**Work to be completed:** Type the records that follow again exactly as written, but drop the pictures.

**Data provided:**
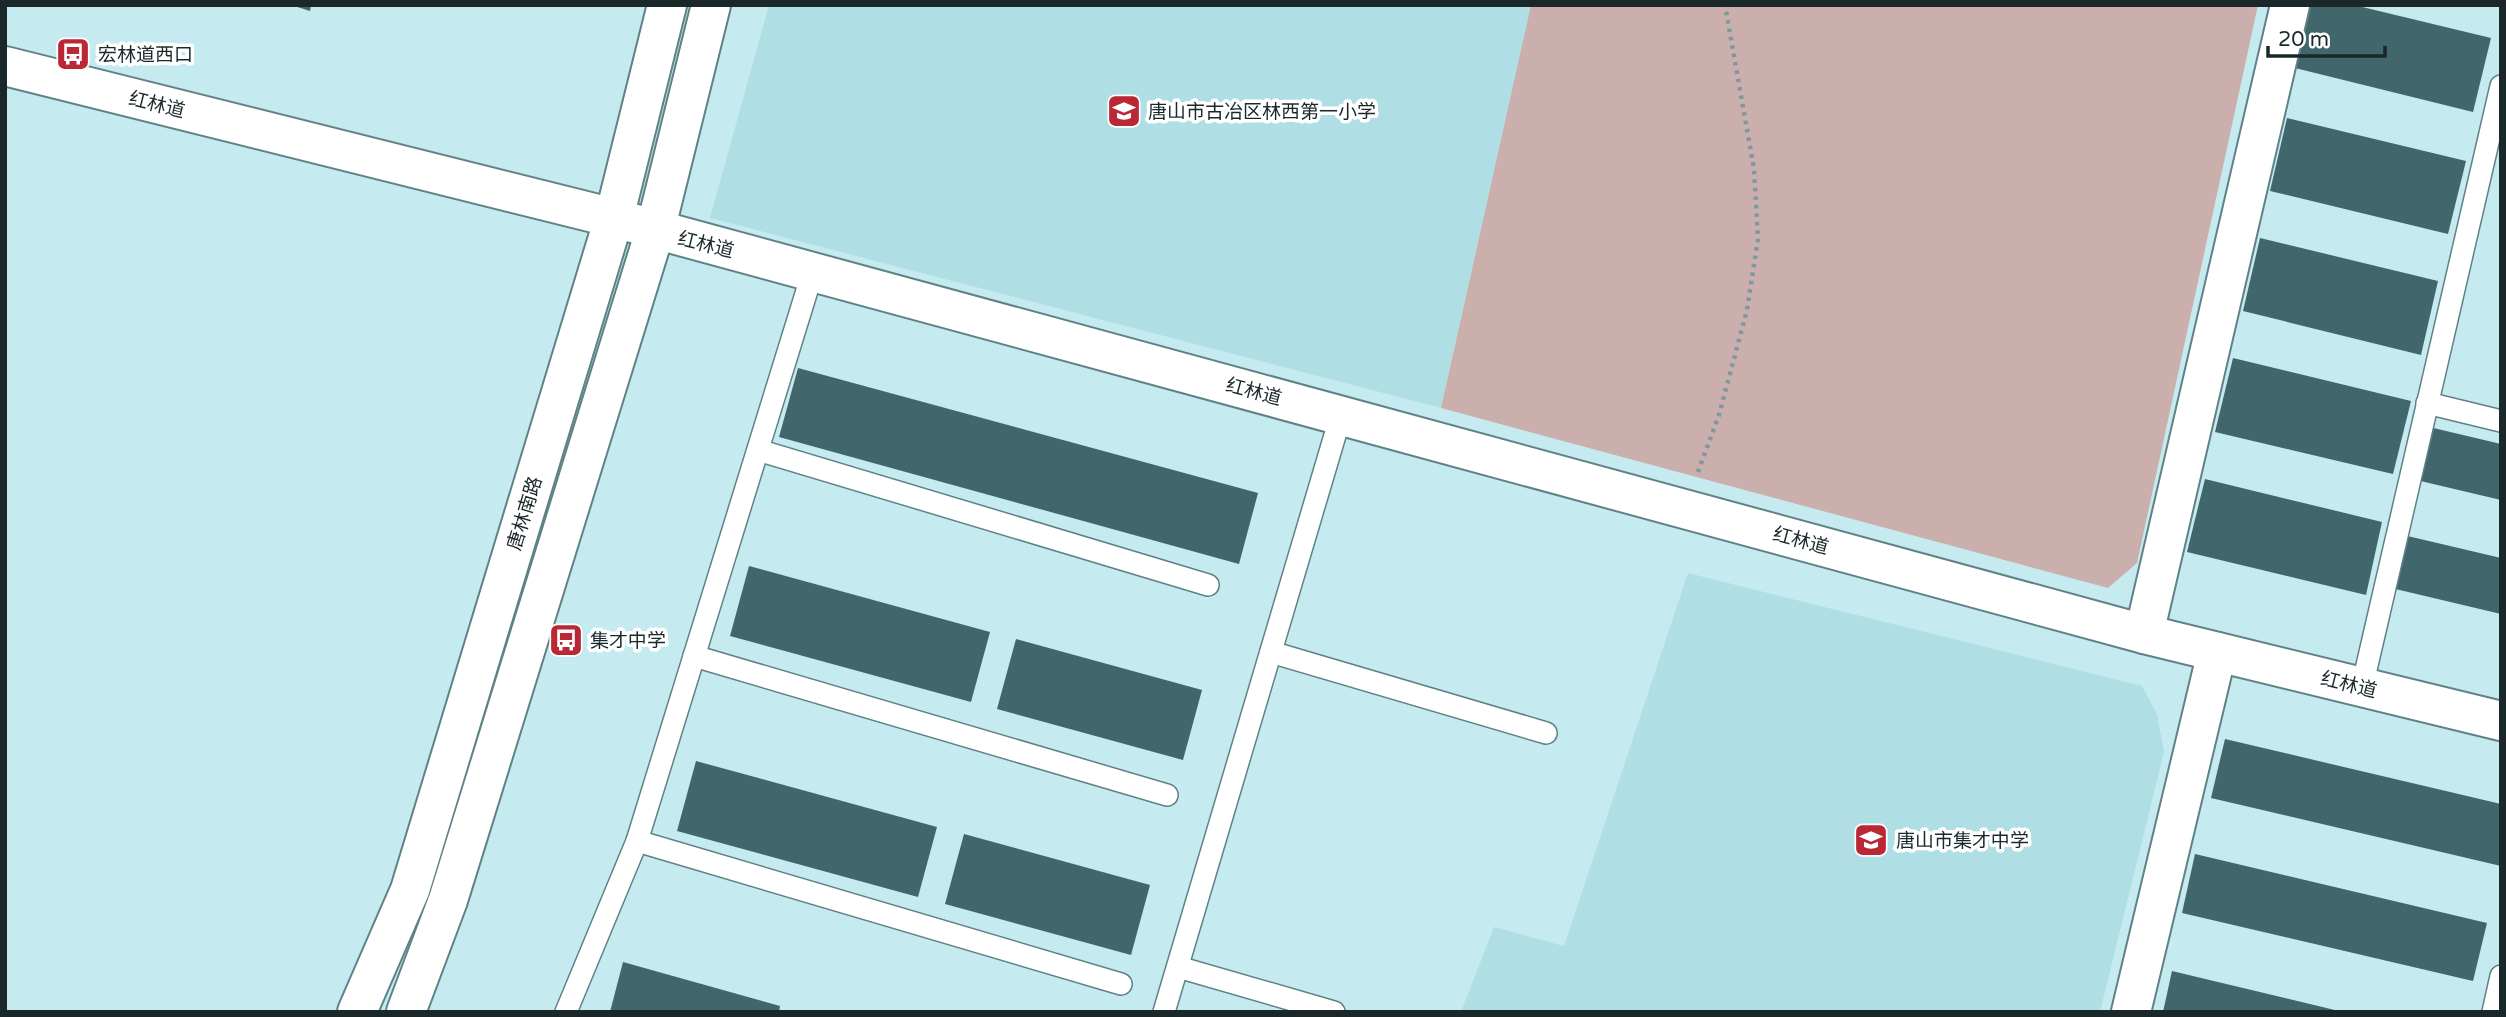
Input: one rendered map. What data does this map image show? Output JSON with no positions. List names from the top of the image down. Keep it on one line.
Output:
{"streets":{"street":["红林道","唐林南路"]},"crossings":[["红林道","唐林南路"]],"places":{"bus stop":["宏林道西口","集才中学"],"school or university":["唐山市古冶区林西第一小学","唐山市集才中学"]},"scale_bar":"20 m"}
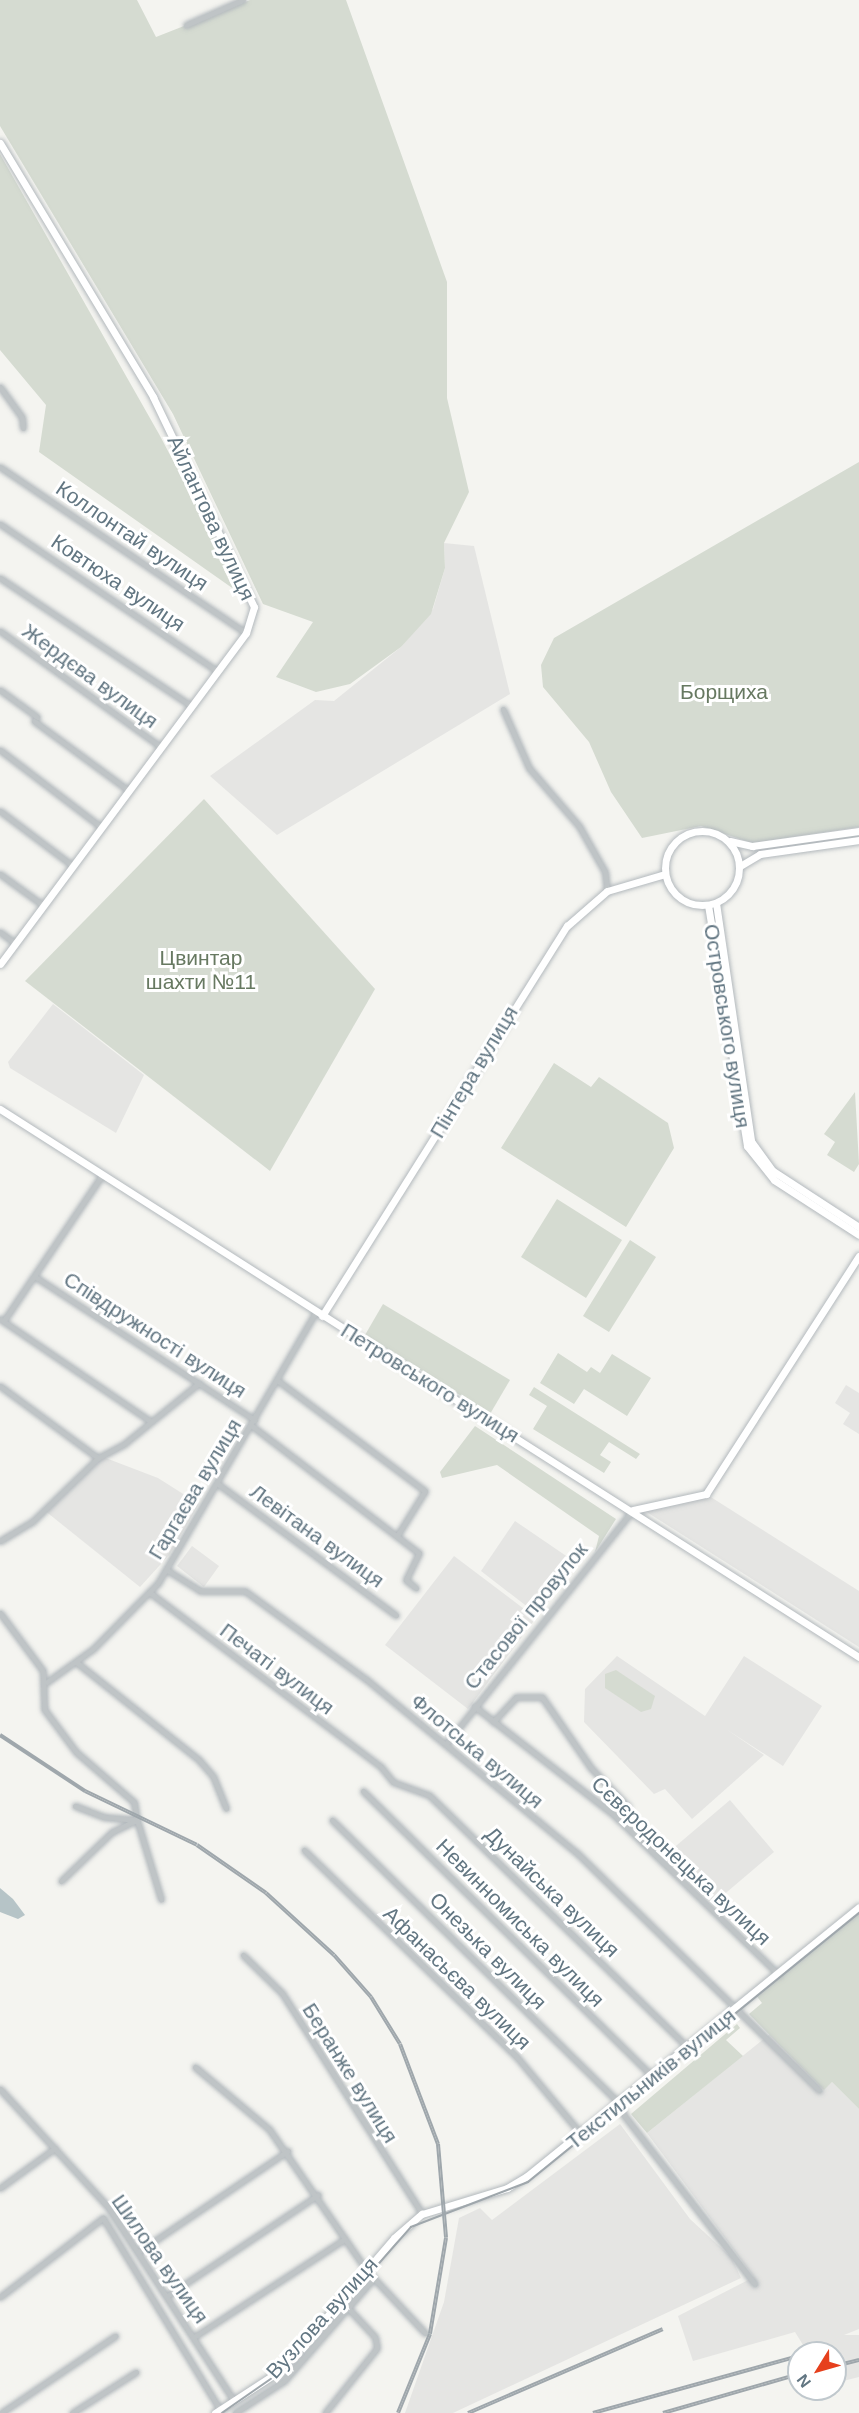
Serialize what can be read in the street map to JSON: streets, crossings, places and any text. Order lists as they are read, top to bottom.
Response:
{
  "streets": {
    "street": [
      "Айлантова вулиця",
      "Коллонтай вулиця",
      "Ковтюха вулиця",
      "Жердєва вулиця",
      "Островського вулиця",
      "Пінтера вулиця",
      "Співдружності вулиця",
      "Петровського вулиця",
      "Гаргаєва вулиця",
      "Левітана вулиця",
      "Стасової провулок",
      "Печаті вулиця",
      "Флотська вулиця",
      "Сєвєродонецька вулиця",
      "Дунайська вулиця",
      "Невинномиська вулиця",
      "Онезька вулиця",
      "Афанасьєва вулиця",
      "Беранже вулиця",
      "Текстильників вулиця",
      "Шилова вулиця",
      "Вузлова вулиця"
    ]
  },
  "crossings": [
    ["Айлантова вулиця", "Коллонтай вулиця"],
    ["Айлантова вулиця", "Ковтюха вулиця"],
    ["Айлантова вулиця", "Жердєва вулиця"],
    ["Островського вулиця", "Пінтера вулиця"],
    ["Пінтера вулиця", "Петровського вулиця"],
    ["Пінтера вулиця", "Гаргаєва вулиця"],
    ["Співдружності вулиця", "Гаргаєва вулиця"],
    ["Петровського вулиця", "Гаргаєва вулиця"],
    ["Петровського вулиця", "Стасової провулок"],
    ["Гаргаєва вулиця", "Левітана вулиця"],
    ["Гаргаєва вулиця", "Печаті вулиця"],
    ["Гаргаєва вулиця", "Флотська вулиця"],
    ["Стасової провулок", "Флотська вулиця"],
    ["Стасової провулок", "Сєвєродонецька вулиця"],
    ["Печаті вулиця", "Дунайська вулиця"],
    ["Флотська вулиця", "Текстильників вулиця"],
    ["Сєвєродонецька вулиця", "Текстильників вулиця"],
    ["Дунайська вулиця", "Текстильників вулиця"],
    ["Невинномиська вулиця", "Текстильників вулиця"],
    ["Онезька вулиця", "Текстильників вулиця"],
    ["Афанасьєва вулиця", "Текстильників вулиця"],
    ["Беранже вулиця", "Текстильників вулиця"],
    ["Беранже вулиця", "Вузлова вулиця"],
    ["Текстильників вулиця", "Вузлова вулиця"],
    ["Шилова вулиця", "Вузлова вулиця"]
  ],
  "parks": ["Борщиха", "Цвинтар шахти №11"],
  "north": "bottom left"
}
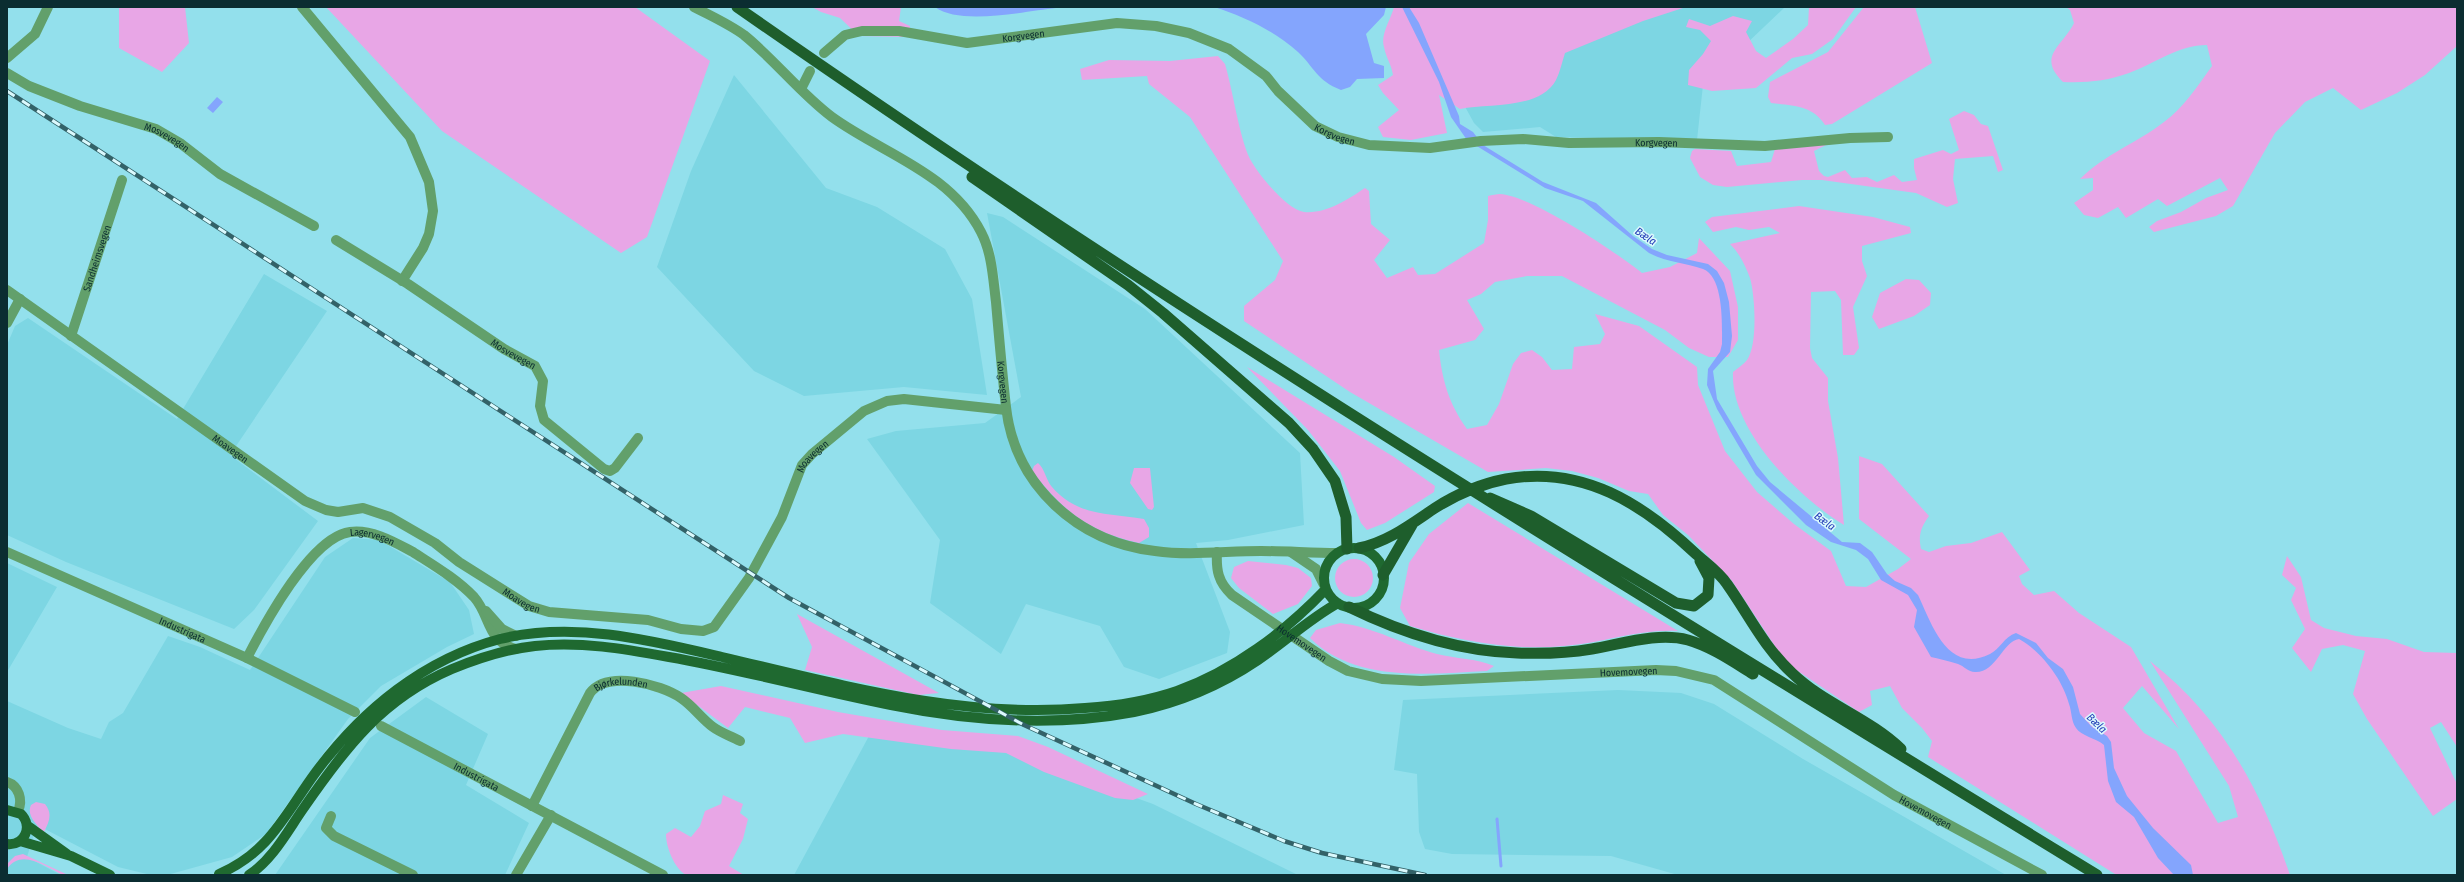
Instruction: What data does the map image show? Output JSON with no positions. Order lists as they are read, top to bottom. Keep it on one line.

**Solved exercise:**
Input: one rendered map. What data does this map image show? Output JSON with no positions. List names from the top of the image down. Keep it on one line.
Output:
{"streets":{"street":["红林道","唐林南路"]},"crossings":[["红林道","唐林南路"]],"places":{"bus stop":["宏林道西口","集才中学"],"school or university":["唐山市古冶区林西第一小学","唐山市集才中学"]},"scale_bar":"20 m"}
Serialize what can be read in the street map to JSON: streets, crossings, places and any text. Order lists as they are read, top to bottom.
Response:
{
  "streets": {
    "street": [
      "Айлантова вулиця",
      "Коллонтай вулиця",
      "Ковтюха вулиця",
      "Жердєва вулиця",
      "Островського вулиця",
      "Пінтера вулиця",
      "Співдружності вулиця",
      "Петровського вулиця",
      "Гаргаєва вулиця",
      "Левітана вулиця",
      "Стасової провулок",
      "Печаті вулиця",
      "Флотська вулиця",
      "Сєвєродонецька вулиця",
      "Дунайська вулиця",
      "Невинномиська вулиця",
      "Онезька вулиця",
      "Афанасьєва вулиця",
      "Беранже вулиця",
      "Текстильників вулиця",
      "Шилова вулиця",
      "Вузлова вулиця"
    ]
  },
  "crossings": [
    ["Айлантова вулиця", "Коллонтай вулиця"],
    ["Айлантова вулиця", "Ковтюха вулиця"],
    ["Айлантова вулиця", "Жердєва вулиця"],
    ["Островського вулиця", "Пінтера вулиця"],
    ["Пінтера вулиця", "Петровського вулиця"],
    ["Пінтера вулиця", "Гаргаєва вулиця"],
    ["Співдружності вулиця", "Гаргаєва вулиця"],
    ["Петровського вулиця", "Гаргаєва вулиця"],
    ["Петровського вулиця", "Стасової провулок"],
    ["Гаргаєва вулиця", "Левітана вулиця"],
    ["Гаргаєва вулиця", "Печаті вулиця"],
    ["Гаргаєва вулиця", "Флотська вулиця"],
    ["Стасової провулок", "Флотська вулиця"],
    ["Стасової провулок", "Сєвєродонецька вулиця"],
    ["Печаті вулиця", "Дунайська вулиця"],
    ["Флотська вулиця", "Текстильників вулиця"],
    ["Сєвєродонецька вулиця", "Текстильників вулиця"],
    ["Дунайська вулиця", "Текстильників вулиця"],
    ["Невинномиська вулиця", "Текстильників вулиця"],
    ["Онезька вулиця", "Текстильників вулиця"],
    ["Афанасьєва вулиця", "Текстильників вулиця"],
    ["Беранже вулиця", "Текстильників вулиця"],
    ["Беранже вулиця", "Вузлова вулиця"],
    ["Текстильників вулиця", "Вузлова вулиця"],
    ["Шилова вулиця", "Вузлова вулиця"]
  ],
  "parks": ["Борщиха", "Цвинтар шахти №11"],
  "north": "bottom left"
}
Instruction: What data does the map image show? Output JSON with no positions. Order lists as they are read, top to bottom. Keep it on one line.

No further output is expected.